**Exercise brief**
The listing below should be reproduced exactly, with the pictures omitted.

**Information shown**
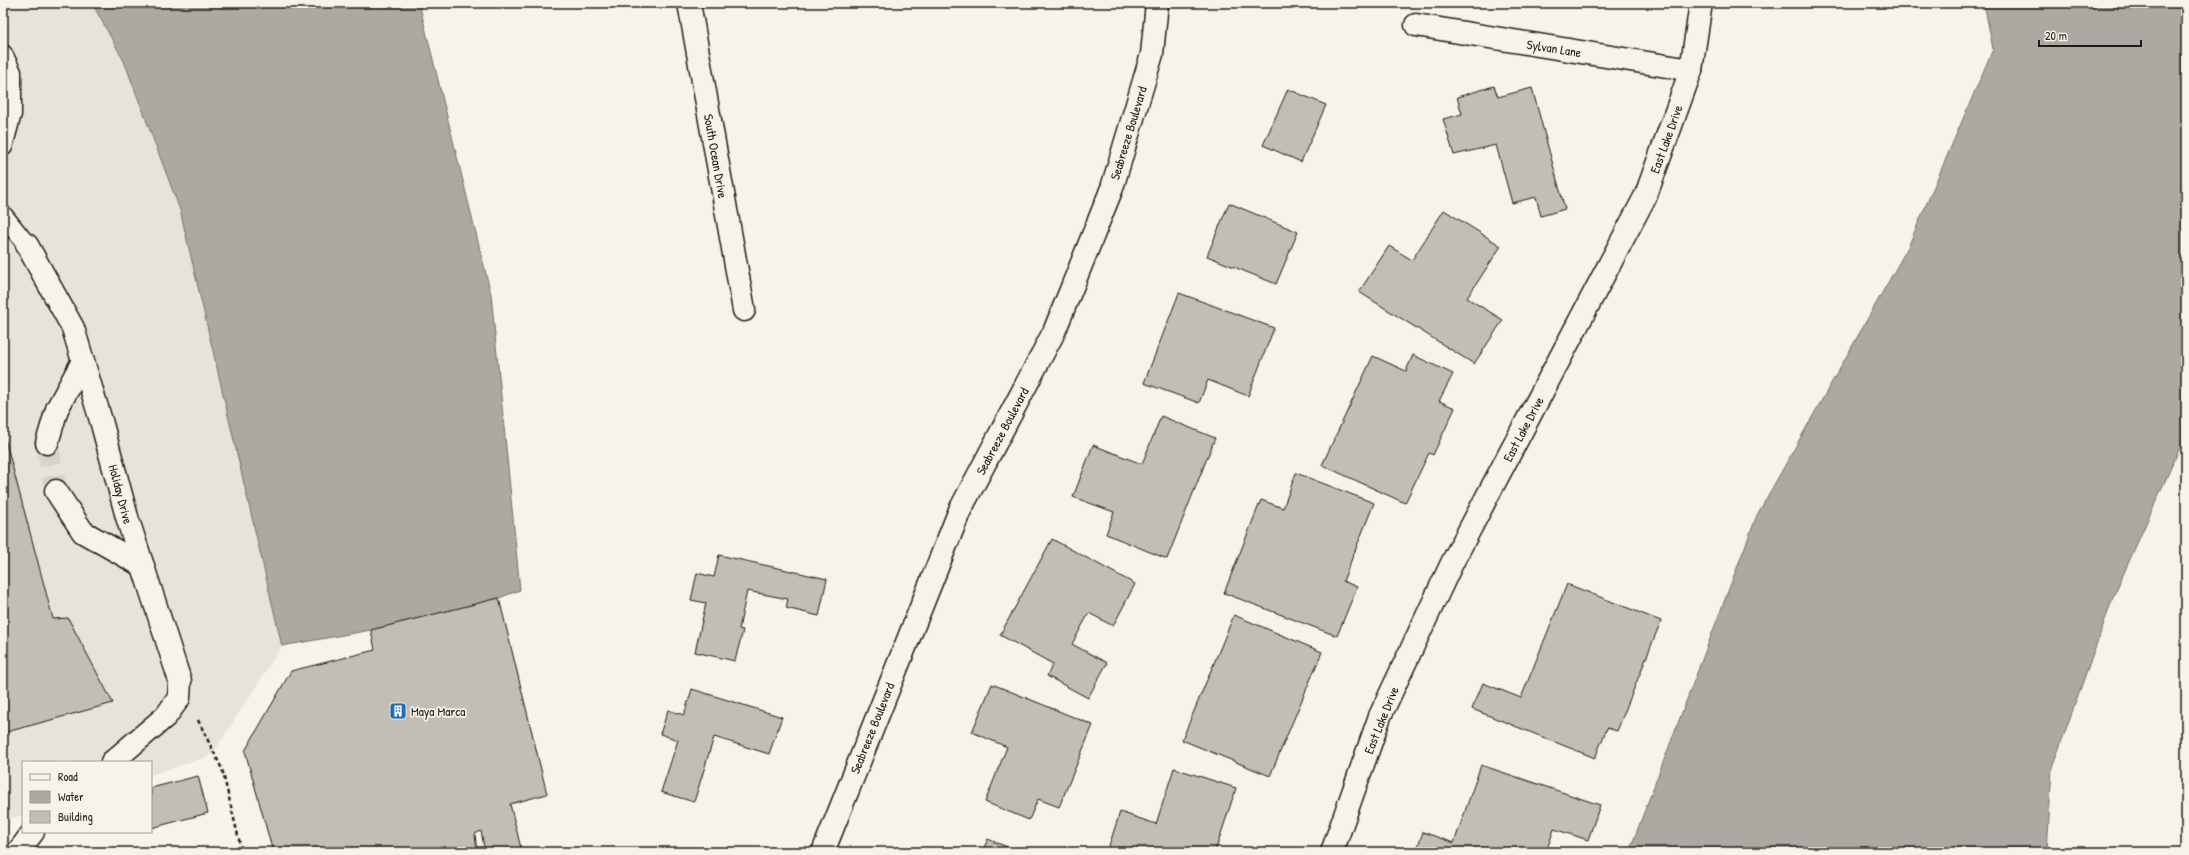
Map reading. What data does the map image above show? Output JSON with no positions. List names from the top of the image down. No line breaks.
{"streets":{"street":["Sylvan Lane","Seabreeze Boulevard","East Lake Drive","South Ocean Drive","Holiday Drive"]},"crossings":[["Sylvan Lane","East Lake Drive"]],"places":{"building":["Maya Marca"]},"legend":["Road","Water","Building"],"scale_bar":"20 m"}
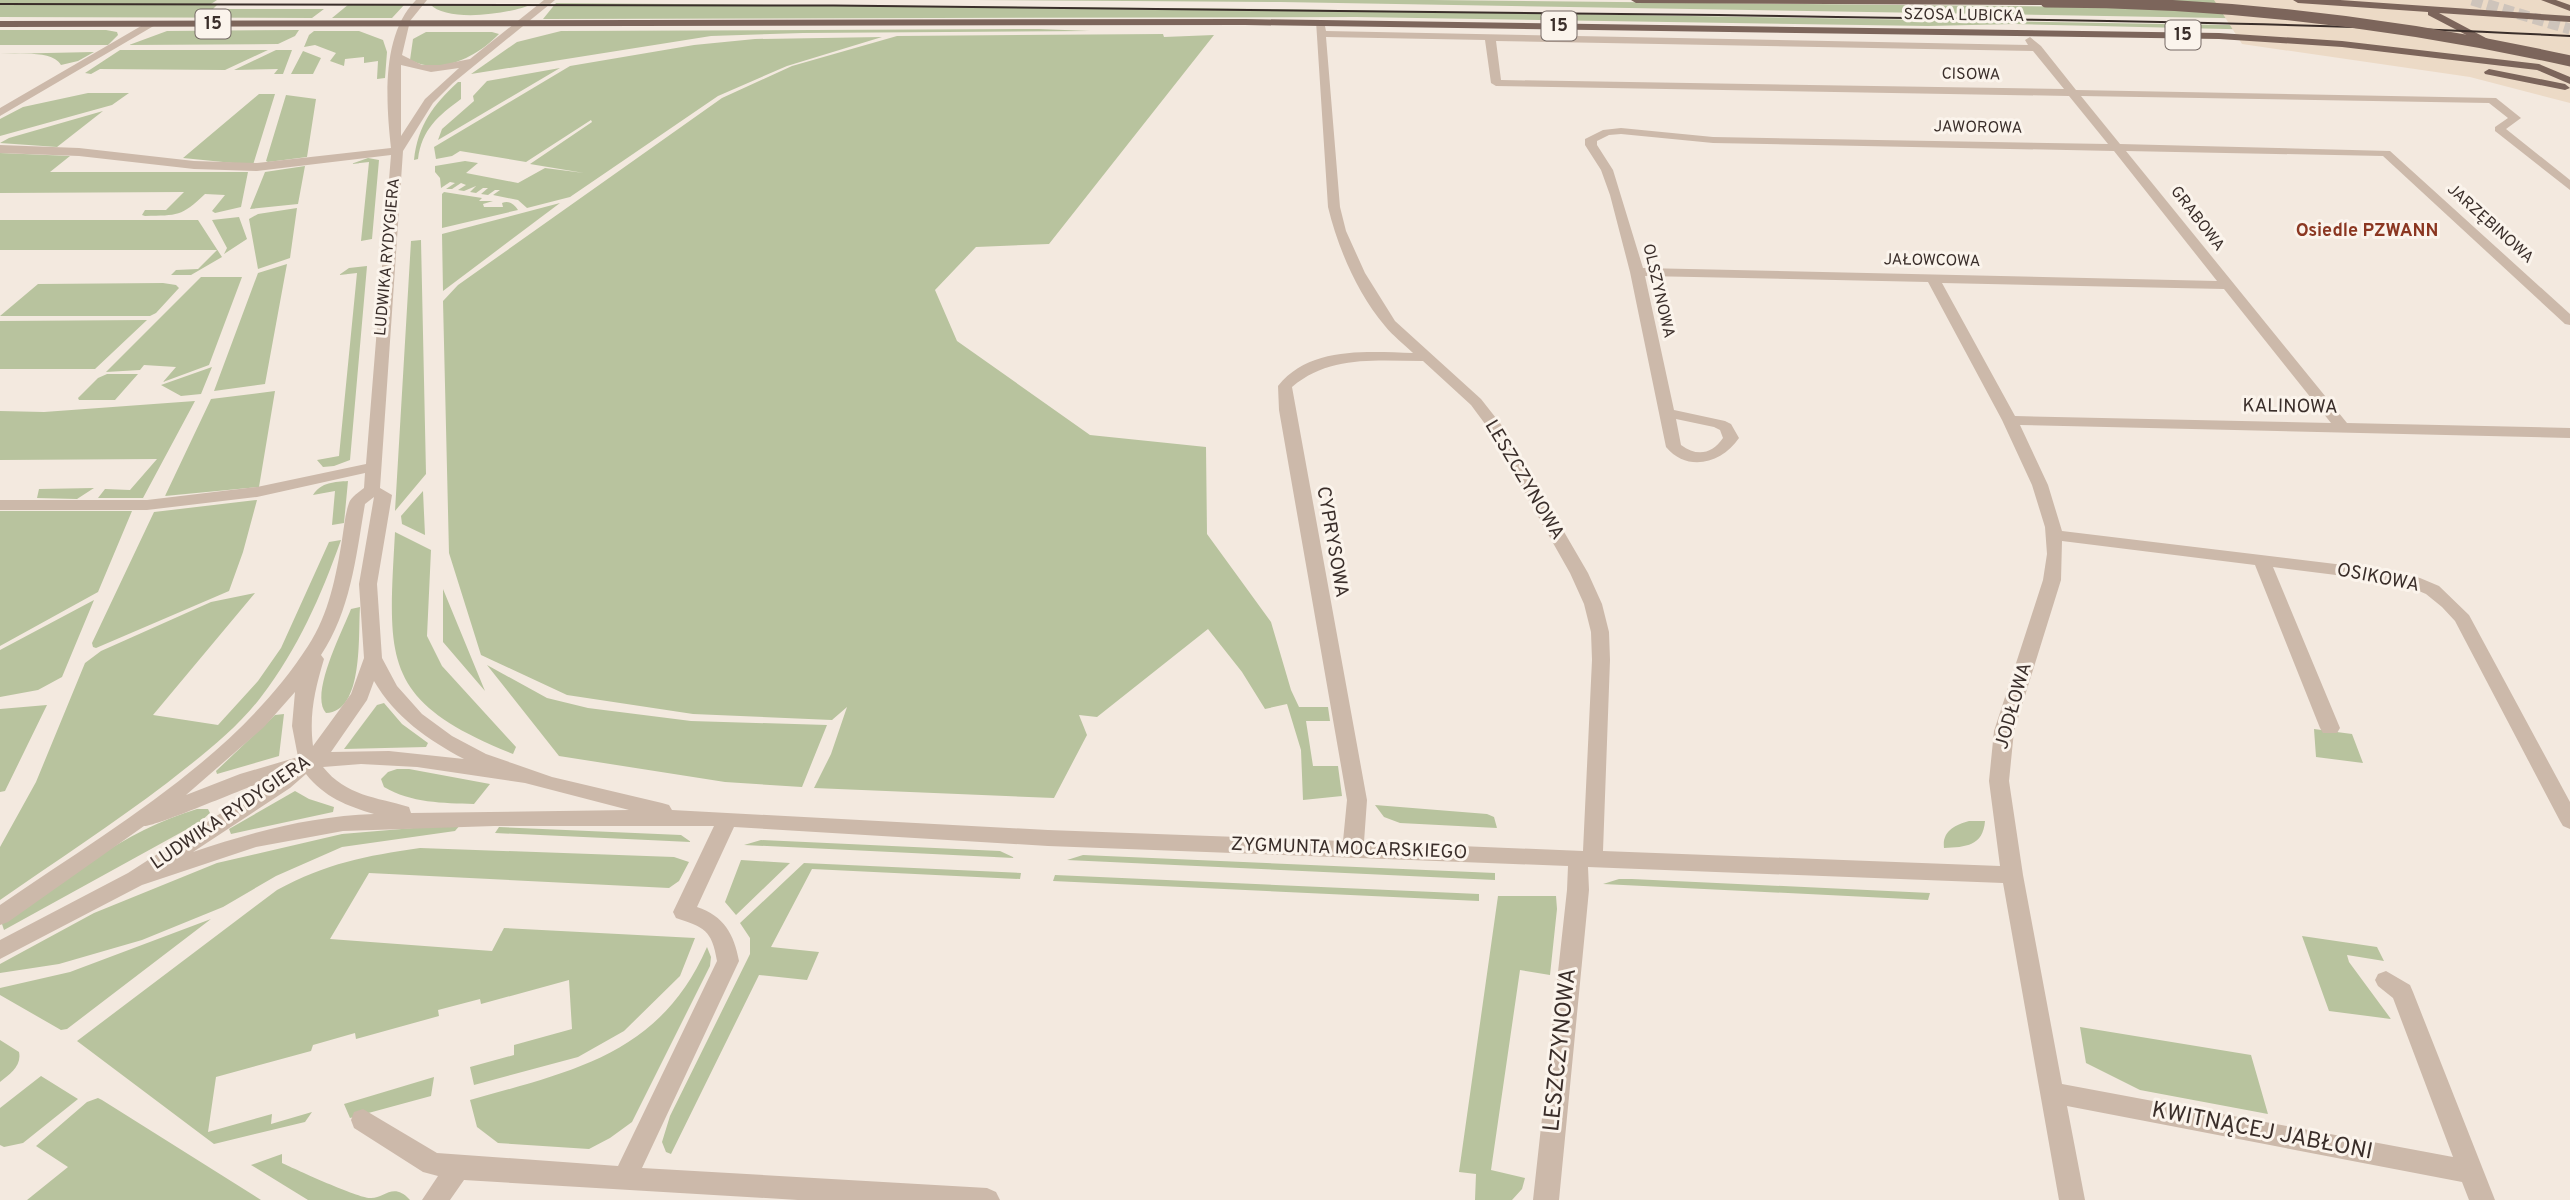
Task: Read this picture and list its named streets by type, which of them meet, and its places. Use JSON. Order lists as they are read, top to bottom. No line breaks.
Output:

**Your solution**
Map reading. What data does the map image above show? Output JSON with no positions. List names from the top of the image down. No line breaks.
{"streets":{"street":["Sylvan Lane","Seabreeze Boulevard","East Lake Drive","South Ocean Drive","Holiday Drive"]},"crossings":[["Sylvan Lane","East Lake Drive"]],"places":{"building":["Maya Marca"]},"legend":["Road","Water","Building"],"scale_bar":"20 m"}
Task: Read this picture and list its named streets by type, which of them meet, and its places. Use JSON. Order lists as they are read, top to bottom. No line breaks.
Output:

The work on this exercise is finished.